Start of Recorded information

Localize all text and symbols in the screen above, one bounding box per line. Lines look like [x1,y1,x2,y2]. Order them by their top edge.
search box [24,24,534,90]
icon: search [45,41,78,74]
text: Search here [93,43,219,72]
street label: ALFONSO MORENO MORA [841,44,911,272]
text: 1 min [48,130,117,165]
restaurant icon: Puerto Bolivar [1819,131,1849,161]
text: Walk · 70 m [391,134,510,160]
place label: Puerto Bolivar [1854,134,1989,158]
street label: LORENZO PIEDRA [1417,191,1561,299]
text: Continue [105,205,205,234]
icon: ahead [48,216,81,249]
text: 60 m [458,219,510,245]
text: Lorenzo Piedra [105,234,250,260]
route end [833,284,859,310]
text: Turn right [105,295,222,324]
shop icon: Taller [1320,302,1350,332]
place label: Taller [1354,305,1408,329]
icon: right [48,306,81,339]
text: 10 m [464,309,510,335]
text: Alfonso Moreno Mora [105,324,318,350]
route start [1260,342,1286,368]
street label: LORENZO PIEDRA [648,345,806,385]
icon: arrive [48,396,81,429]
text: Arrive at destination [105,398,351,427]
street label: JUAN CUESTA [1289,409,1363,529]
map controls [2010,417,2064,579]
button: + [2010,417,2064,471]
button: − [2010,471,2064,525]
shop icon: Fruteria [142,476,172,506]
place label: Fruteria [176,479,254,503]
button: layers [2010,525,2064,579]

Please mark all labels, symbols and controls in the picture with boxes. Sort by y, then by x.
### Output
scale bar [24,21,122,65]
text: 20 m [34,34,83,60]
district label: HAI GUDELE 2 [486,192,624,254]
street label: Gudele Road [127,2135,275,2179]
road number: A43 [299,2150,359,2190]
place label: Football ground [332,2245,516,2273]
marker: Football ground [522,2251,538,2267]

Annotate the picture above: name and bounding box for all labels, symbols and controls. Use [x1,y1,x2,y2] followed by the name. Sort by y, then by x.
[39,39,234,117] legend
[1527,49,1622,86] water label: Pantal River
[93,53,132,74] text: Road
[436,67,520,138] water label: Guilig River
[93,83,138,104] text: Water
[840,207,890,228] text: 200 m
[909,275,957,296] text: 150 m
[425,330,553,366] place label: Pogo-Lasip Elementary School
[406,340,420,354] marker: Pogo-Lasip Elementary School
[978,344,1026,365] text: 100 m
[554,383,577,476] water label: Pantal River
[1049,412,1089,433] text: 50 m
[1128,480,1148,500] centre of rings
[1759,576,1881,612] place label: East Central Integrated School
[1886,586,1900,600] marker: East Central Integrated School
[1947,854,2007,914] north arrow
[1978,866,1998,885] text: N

End of Recorded information

Try it ▸
When you reach the line containing "Please mark all" in the data above, retype it and each line after it through the final one, exactly as written.

Answer space ▸
Please mark all labels, symbols and controls in the picture with boxes. Sort by y, then by x.
### Output
scale bar [24,21,122,65]
text: 20 m [34,34,83,60]
district label: HAI GUDELE 2 [486,192,624,254]
street label: Gudele Road [127,2135,275,2179]
road number: A43 [299,2150,359,2190]
place label: Football ground [332,2245,516,2273]
marker: Football ground [522,2251,538,2267]

Annotate the picture above: name and bounding box for all labels, symbols and controls. Use [x1,y1,x2,y2] followed by the name. Sort by y, then by x.
[39,39,234,117] legend
[1527,49,1622,86] water label: Pantal River
[93,53,132,74] text: Road
[436,67,520,138] water label: Guilig River
[93,83,138,104] text: Water
[840,207,890,228] text: 200 m
[909,275,957,296] text: 150 m
[425,330,553,366] place label: Pogo-Lasip Elementary School
[406,340,420,354] marker: Pogo-Lasip Elementary School
[978,344,1026,365] text: 100 m
[554,383,577,476] water label: Pantal River
[1049,412,1089,433] text: 50 m
[1128,480,1148,500] centre of rings
[1759,576,1881,612] place label: East Central Integrated School
[1886,586,1900,600] marker: East Central Integrated School
[1947,854,2007,914] north arrow
[1978,866,1998,885] text: N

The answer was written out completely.